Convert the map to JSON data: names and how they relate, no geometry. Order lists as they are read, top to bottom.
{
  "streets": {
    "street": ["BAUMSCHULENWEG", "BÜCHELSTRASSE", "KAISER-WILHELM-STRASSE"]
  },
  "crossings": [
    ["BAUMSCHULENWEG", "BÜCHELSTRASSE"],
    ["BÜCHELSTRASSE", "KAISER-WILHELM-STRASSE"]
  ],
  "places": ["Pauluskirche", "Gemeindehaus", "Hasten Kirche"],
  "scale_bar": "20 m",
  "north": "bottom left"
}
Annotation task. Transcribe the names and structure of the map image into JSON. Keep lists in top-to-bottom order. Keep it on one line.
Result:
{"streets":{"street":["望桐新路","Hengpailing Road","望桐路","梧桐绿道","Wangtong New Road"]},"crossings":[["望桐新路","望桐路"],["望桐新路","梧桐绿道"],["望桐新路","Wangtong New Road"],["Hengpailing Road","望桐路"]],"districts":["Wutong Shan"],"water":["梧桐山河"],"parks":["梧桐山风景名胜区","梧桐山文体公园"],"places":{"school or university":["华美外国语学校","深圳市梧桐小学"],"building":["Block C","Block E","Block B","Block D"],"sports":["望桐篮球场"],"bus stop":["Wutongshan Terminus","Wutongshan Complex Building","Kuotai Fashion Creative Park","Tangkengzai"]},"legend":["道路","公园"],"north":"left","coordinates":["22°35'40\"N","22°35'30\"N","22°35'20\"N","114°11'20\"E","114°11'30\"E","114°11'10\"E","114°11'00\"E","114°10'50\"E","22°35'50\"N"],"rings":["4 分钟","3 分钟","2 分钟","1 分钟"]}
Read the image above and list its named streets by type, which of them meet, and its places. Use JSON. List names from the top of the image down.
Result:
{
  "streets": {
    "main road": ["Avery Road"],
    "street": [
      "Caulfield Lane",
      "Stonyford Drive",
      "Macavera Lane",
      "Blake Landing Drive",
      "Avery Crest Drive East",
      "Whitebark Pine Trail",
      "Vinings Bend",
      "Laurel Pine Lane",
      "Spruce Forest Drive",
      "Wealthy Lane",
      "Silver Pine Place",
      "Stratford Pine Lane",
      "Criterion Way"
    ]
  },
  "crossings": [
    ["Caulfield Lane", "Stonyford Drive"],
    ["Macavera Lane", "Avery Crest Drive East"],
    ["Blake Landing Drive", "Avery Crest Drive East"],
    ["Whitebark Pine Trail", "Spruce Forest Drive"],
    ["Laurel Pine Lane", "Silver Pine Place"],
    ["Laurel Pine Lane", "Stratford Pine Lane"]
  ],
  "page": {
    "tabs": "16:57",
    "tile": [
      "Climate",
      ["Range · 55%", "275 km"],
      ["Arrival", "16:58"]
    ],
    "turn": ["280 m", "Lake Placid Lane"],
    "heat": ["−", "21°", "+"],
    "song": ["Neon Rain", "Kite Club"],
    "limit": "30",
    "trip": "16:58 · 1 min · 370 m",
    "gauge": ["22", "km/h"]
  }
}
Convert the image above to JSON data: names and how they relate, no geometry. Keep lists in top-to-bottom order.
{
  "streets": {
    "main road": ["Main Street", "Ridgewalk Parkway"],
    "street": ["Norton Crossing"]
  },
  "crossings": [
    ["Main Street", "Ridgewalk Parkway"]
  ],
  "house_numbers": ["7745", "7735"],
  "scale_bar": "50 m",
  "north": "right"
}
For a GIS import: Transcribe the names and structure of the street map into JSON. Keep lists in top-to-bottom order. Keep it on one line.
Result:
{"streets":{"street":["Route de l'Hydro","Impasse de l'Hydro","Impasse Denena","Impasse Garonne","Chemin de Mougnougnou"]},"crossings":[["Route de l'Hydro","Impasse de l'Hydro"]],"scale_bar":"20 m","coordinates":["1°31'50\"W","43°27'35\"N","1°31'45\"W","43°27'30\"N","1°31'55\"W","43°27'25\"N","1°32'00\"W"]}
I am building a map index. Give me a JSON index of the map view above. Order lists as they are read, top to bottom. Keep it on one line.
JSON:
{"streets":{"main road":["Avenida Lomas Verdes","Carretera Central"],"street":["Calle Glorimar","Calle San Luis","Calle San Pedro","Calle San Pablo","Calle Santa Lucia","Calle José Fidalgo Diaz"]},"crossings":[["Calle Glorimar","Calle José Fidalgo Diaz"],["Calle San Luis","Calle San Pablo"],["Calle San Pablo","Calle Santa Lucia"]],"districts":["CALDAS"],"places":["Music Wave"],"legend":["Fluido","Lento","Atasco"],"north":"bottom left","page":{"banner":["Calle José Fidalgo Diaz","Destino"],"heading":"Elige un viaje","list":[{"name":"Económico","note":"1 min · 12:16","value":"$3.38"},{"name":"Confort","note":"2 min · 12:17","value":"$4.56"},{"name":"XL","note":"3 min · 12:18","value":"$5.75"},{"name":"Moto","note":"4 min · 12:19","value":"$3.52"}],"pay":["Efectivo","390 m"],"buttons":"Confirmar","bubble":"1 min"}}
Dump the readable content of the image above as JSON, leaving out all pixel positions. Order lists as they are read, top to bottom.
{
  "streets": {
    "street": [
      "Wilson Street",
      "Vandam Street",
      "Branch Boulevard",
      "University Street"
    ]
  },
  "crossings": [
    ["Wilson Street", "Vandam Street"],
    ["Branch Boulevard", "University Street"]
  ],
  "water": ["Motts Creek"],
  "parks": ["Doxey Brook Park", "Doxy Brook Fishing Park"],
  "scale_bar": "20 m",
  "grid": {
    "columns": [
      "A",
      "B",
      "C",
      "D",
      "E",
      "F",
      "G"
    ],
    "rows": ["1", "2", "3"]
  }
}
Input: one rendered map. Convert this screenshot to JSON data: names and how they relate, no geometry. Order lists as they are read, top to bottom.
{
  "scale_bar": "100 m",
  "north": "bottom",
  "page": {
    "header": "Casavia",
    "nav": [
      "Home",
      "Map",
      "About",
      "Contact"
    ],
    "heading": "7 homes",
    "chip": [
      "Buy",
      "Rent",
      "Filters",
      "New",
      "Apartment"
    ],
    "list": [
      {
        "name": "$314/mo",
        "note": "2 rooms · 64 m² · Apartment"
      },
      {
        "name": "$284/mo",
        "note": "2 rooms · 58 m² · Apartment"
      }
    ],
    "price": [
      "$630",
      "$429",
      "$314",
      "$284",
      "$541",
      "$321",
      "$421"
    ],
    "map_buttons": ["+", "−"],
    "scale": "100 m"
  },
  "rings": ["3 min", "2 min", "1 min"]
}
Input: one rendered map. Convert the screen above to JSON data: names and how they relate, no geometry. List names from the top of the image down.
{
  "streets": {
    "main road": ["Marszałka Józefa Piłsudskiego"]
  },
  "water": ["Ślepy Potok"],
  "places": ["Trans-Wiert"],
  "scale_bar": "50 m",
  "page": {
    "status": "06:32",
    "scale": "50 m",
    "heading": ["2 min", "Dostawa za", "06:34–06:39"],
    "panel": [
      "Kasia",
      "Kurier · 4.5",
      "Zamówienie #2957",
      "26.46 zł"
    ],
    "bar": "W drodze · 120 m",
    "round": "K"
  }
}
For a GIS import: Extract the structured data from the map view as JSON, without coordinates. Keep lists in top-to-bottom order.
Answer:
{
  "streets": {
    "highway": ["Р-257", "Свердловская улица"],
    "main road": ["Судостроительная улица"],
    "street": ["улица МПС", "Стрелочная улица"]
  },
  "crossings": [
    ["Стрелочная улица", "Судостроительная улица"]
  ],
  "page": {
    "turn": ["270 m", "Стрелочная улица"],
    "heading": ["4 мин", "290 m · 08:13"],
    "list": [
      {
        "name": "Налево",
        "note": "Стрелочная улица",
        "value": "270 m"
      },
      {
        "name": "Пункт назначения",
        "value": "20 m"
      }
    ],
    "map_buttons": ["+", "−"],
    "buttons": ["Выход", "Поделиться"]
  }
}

The task:
Show the lines above with "into".

Result for this task:
Annotation task. Transcribe the names and structure of the map image into JSON. Keep lists in top-to-bottom order. Keep it on one line.
For a GIS import: Transcribe the names and structure of the street map into JSON. Keep lists in top-to-bottom order. Keep it on one line.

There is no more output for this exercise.